Tuesday, 11 March 2014

Interest of the Affluent (IOTA)

IOTA, the Islands on the Air programme run by the RSGB, celebrates its 50th anniversary during 2014.

I was briefly interested in IOTA, until I found out Anglesey had been dismissed from the list because it is only about 150 metres from the Welsh mainland.  The RSGB decided to redefine the word 'island', which is normally given in dictionaries as "land surrounded by water", and not "land that has to be so far from a mainland." I quickly dismissed IOTA as being of very little merit.


To mark the 50th anniversary event, the RSGB is holding a big 'convention' at Windsor in July.



The majority of the UK population not living anywhere near London - and who bemoan the very high costs of getting and being there - will, predictably, cast yet another eyebrow skyward that the RSGB is holding this event in the big city.

But, more important than this is the clear message, intentional or otherwise, being sent out by IOTA/RSGB in the choice of venue.  Beaumont House - actually an old landed gentry estate near Windsor - is what we might call a rather exclusive place.

Secondly, the programme of events, as given in the March 2014 RadCom edition, boasts of  a "welcome of guests followed by a celebration dinner."  Sounding RSGB-familiar yet?  A bit of middle-class black tie-ism?  Surely not!

Apparently, and this is borne out by mentions on the air, a "quite large number of Americans" will be attending.  Nice, if you can afford to cross the Atlantic to one of the most expensive cities on Earth for a get-together about, erm, amateur radio.

After the meat of the 'convention' (when did we start having conventions in Britain?) has begun, you will get treated to a "Gala Dinner" with "musical entertainment".  Sounds like a right excuse to let your hair down.  Or not.

The Centenary group photo (linked directly and (C) RSGB). 


Perhaps most revealing of how the amateur radio elite has aged and failed to keep up with the times is the reassurance that a "partners' programme" is to be organised.  This seems to mean 'wives' programme', taking in a nice comfortable visit to Windsor, where no doubt the rich Americans will expect the Queen to hand them a cup of tea.

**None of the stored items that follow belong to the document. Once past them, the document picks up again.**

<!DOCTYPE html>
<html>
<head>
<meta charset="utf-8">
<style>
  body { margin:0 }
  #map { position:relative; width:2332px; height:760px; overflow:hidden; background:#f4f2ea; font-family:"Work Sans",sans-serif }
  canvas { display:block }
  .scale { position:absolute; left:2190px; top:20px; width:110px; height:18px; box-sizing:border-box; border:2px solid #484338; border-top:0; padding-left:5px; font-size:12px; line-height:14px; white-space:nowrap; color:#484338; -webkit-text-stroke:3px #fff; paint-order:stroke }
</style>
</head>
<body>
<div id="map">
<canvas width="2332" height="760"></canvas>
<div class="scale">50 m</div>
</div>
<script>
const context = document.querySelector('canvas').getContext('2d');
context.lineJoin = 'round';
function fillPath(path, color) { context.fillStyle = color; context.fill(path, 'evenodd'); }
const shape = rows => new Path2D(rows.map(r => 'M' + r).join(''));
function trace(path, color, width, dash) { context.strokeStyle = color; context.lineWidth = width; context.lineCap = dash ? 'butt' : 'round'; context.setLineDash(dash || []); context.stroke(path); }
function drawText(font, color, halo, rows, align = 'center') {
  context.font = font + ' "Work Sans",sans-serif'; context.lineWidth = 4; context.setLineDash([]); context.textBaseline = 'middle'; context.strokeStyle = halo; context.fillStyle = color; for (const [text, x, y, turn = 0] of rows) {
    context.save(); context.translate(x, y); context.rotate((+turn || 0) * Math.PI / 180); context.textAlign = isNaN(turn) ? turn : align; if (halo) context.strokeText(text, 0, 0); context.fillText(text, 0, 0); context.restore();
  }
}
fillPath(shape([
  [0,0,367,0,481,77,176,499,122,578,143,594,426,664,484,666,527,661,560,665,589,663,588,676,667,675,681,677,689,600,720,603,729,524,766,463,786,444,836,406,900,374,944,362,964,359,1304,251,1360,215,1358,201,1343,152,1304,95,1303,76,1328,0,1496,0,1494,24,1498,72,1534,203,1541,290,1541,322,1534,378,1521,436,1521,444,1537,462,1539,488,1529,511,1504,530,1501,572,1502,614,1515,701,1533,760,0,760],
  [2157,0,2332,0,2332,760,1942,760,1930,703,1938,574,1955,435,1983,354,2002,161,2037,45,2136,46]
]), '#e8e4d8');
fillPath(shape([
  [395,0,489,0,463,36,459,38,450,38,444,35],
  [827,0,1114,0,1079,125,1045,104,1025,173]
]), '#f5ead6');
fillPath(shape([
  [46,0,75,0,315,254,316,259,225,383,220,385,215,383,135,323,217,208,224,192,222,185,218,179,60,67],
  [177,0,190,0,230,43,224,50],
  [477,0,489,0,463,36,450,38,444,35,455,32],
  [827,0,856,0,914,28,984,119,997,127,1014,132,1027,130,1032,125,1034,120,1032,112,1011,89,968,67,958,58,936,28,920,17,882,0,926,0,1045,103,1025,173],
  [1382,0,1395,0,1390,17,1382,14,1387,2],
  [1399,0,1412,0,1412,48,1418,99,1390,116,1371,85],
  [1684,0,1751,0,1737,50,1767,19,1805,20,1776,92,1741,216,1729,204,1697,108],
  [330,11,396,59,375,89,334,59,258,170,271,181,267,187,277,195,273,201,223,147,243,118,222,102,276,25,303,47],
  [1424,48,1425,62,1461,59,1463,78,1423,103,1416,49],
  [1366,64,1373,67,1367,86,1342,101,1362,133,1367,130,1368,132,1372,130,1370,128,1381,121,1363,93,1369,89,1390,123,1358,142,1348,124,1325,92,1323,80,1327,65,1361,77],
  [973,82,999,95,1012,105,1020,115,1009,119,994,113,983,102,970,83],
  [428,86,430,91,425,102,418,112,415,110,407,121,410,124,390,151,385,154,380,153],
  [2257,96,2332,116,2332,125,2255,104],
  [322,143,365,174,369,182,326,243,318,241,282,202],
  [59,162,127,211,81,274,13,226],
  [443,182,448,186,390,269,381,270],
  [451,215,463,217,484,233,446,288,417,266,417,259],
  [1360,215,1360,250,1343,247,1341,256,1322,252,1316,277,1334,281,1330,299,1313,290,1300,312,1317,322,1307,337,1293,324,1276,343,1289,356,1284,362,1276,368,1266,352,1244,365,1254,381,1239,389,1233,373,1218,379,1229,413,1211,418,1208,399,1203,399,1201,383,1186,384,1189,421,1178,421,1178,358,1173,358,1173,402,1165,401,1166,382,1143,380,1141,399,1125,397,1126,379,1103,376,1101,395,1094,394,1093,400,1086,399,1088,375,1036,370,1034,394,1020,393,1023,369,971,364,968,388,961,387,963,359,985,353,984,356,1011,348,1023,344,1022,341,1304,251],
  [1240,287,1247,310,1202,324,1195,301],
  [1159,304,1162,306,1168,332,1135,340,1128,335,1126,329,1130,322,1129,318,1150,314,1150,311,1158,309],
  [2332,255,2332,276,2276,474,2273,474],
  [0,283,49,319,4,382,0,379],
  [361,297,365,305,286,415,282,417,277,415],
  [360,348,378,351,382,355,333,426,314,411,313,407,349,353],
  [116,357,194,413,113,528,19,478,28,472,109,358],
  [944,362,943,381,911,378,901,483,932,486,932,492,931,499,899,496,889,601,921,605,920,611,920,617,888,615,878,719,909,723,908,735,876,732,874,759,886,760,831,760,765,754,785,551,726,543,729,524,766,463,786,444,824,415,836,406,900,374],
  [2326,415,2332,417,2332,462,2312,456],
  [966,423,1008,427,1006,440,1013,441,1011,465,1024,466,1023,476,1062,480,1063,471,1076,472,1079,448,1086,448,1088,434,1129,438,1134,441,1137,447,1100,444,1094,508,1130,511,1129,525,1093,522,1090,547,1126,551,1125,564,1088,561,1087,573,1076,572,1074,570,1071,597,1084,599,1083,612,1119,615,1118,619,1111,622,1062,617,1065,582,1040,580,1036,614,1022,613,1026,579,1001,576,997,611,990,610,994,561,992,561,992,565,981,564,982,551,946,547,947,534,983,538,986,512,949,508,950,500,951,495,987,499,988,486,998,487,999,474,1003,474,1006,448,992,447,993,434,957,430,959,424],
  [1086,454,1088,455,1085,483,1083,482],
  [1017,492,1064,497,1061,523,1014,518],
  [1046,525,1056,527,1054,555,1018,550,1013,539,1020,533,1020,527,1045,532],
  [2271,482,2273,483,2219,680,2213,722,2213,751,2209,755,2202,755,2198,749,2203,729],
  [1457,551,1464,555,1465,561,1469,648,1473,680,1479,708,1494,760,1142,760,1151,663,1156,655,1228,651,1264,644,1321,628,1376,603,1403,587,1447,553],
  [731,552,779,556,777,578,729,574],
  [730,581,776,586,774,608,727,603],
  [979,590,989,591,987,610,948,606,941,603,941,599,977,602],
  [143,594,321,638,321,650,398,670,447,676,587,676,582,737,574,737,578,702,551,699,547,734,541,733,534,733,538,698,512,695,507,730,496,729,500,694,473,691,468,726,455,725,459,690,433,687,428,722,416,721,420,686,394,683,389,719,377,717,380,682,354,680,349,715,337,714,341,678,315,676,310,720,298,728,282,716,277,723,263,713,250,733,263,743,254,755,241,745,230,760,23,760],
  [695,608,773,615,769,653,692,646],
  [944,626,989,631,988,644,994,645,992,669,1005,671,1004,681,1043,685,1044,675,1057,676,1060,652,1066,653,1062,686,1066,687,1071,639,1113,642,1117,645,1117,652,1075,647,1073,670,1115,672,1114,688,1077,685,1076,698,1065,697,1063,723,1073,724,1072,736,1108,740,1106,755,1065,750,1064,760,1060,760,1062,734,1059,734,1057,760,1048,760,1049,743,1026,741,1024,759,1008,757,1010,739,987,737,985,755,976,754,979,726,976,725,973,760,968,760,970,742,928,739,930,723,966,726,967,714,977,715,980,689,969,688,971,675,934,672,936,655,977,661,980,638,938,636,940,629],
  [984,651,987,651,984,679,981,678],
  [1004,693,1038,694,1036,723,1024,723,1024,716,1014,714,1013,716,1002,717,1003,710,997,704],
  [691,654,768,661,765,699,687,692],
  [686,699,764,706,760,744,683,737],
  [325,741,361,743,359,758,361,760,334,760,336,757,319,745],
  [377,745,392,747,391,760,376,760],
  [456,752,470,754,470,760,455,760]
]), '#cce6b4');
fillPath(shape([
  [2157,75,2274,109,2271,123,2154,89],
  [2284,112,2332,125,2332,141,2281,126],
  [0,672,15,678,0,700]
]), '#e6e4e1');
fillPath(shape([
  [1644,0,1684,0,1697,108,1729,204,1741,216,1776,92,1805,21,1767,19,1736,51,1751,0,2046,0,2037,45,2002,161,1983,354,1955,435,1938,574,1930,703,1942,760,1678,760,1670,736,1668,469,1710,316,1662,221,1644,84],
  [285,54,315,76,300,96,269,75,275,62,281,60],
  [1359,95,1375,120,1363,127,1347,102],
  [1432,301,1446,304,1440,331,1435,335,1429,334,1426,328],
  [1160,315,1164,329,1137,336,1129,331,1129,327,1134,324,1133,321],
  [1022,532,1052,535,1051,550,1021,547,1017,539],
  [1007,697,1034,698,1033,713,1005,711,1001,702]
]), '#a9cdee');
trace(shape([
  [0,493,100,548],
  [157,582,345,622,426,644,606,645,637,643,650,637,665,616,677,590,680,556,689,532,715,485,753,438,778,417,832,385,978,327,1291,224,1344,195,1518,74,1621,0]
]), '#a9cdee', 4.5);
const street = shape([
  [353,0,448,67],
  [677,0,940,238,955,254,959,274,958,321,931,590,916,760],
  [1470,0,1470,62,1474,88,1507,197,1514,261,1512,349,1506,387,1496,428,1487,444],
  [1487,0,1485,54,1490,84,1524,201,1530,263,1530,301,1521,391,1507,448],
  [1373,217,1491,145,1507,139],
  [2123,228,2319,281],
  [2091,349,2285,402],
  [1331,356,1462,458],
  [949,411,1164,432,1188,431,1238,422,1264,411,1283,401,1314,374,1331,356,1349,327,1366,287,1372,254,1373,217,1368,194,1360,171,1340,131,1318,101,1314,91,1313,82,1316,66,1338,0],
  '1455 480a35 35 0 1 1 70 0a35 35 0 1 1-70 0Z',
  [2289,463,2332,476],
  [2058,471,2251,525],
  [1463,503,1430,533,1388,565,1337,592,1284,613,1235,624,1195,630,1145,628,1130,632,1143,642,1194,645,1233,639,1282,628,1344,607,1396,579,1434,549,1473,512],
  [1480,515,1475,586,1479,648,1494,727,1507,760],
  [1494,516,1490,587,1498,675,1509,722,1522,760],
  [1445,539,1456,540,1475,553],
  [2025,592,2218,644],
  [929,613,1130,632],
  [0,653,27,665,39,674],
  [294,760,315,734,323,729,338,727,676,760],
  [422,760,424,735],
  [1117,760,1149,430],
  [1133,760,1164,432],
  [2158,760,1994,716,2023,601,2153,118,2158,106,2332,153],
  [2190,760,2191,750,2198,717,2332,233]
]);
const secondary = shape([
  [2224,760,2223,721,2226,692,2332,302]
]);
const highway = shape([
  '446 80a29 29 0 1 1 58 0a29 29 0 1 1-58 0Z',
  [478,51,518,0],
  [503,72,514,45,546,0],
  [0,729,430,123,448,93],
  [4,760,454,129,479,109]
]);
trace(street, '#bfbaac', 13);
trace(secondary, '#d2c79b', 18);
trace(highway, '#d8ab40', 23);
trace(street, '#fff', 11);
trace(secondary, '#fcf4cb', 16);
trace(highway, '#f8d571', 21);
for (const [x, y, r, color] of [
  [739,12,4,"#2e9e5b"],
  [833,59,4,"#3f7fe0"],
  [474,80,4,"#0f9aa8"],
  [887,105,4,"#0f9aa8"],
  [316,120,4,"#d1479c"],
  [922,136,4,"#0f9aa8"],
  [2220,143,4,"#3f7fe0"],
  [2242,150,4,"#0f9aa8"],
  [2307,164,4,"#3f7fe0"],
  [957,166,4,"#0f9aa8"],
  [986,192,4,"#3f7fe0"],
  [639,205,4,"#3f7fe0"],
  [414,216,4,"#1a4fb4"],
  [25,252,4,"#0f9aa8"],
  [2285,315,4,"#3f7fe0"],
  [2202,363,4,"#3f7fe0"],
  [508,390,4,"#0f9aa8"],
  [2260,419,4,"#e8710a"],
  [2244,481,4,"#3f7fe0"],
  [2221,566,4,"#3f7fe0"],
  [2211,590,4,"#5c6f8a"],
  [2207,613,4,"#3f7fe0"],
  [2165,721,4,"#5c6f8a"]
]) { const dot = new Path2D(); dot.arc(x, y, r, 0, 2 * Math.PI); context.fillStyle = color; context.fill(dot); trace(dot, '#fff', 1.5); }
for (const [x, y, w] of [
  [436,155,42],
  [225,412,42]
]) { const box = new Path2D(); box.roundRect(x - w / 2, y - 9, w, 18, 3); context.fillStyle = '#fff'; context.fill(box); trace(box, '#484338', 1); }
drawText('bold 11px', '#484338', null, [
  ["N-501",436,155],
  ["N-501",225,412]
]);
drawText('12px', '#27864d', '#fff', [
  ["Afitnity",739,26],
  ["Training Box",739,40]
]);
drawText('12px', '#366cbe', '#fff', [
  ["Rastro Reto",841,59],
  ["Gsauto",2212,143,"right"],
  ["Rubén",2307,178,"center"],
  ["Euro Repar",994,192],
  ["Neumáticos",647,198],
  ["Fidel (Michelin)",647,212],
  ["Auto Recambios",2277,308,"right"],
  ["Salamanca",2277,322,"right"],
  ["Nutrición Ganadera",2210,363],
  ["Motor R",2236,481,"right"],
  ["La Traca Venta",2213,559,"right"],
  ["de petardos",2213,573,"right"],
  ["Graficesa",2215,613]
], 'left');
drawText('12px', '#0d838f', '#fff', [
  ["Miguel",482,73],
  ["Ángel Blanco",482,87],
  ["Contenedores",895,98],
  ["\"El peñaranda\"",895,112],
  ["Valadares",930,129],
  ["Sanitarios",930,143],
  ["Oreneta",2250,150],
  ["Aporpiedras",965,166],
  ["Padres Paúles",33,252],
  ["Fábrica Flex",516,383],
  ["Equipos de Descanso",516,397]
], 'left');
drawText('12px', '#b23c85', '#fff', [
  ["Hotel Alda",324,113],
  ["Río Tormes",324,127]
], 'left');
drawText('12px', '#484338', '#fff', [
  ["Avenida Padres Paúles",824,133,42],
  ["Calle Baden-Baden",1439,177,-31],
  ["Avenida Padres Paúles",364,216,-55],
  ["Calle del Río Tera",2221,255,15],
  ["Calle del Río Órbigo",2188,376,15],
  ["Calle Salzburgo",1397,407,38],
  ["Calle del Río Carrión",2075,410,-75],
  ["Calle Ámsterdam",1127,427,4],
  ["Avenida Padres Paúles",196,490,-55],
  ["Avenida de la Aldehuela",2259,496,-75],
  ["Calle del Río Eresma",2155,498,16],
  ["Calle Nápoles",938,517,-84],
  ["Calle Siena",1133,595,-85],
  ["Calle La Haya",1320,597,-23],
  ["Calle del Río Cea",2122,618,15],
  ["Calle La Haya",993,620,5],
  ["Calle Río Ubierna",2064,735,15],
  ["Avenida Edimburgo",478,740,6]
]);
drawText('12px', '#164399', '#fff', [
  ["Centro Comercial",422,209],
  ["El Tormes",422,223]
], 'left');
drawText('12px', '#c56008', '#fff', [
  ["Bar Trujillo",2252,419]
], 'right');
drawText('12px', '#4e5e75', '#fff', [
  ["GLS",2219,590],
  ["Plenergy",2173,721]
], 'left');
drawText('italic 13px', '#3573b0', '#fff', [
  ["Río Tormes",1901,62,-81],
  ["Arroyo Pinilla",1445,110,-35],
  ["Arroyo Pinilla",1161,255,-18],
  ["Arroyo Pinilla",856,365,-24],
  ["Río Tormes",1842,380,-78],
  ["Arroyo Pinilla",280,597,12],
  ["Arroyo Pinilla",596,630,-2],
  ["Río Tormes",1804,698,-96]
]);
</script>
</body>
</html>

And if you're really keen, then someone will arrange an IOTA flotilla down the river, in a mini-reenactment of the miserably wet and windy Jubilee boatfest of 2012.  How terribly quaint.  How terribly old people-esque.

According to the RSGB whoop-la, trying to stir-up spending on this ludicrous celebration of nothing at all, the convention is "not just for returning visitors but for new ones who want to enjoy the camaraderie of IOTA island chasers and activators, mingling together and discussing their experiences."

The Queen's water-going vehicle will convey IOTA conventioneers (subject to sufficient interest)
 
Lovely, if you like that kind of thing - and you can find £249 per couple.  If you come from up north, don't have a blazer impeccably polished daily by a wife called Marjorie or something similarly 1950s, and aren't a member of the Rotary Club, then you can join the Oiks and ex-CBers Fringe Festival, I'm sure.

So there you have it.  If you are a bloke (and you will invariably be a bloke) who likes operating from an island location, you can only become a true IOTA man by being a part of the Dinner Party set.  Only rich, mostly white and retired men need apply.  Wives can visit some castles and faux olde-worlde shops.


Look again at that RSGB centenary dinner photo.  Not a single darker-than-pure white face amongst them.  And, with extremely few exceptions, all well into retirement.  That is the troubling fact that has faced the RSGB for years, and one it has failed to overturn.

Again and again, I find myself returning to the same conclusion: I like the idea and aims of the RSGB, but the way it pans out in reality smacks of something akin to UKIP - with an interest in radio.  I can't say I want this kind of 19th century ideology to continue into the 21st century.  It really has to change beyond words of intent, for fear those words simply become the marker of intransigence.

IOTA is about tents, roughing it and Heath-Robinson antennas in the wind.  Not black ties.


The RSGB is aiming to attract those visitors to Friedrichshafen 2014 (now much better than the 1940s version, where it was a Nazi resort and major hub for concentration camp workers) who may like to pop across to Blighty for a spot of tea afterwards.

So far as I'm concerned, IOTA is just another manifestation of RSGB central.  Turning a simple hobby of twiddling radios into a select society of 'respectable' people.  I should imagine that the vast majority of IOTA chasers would and will rather spend the anniversary spitting half-chewed bits of sandwich into their mics on a beach, not "mingling" on a lump of slightly higher ground above the flooding Thames in London.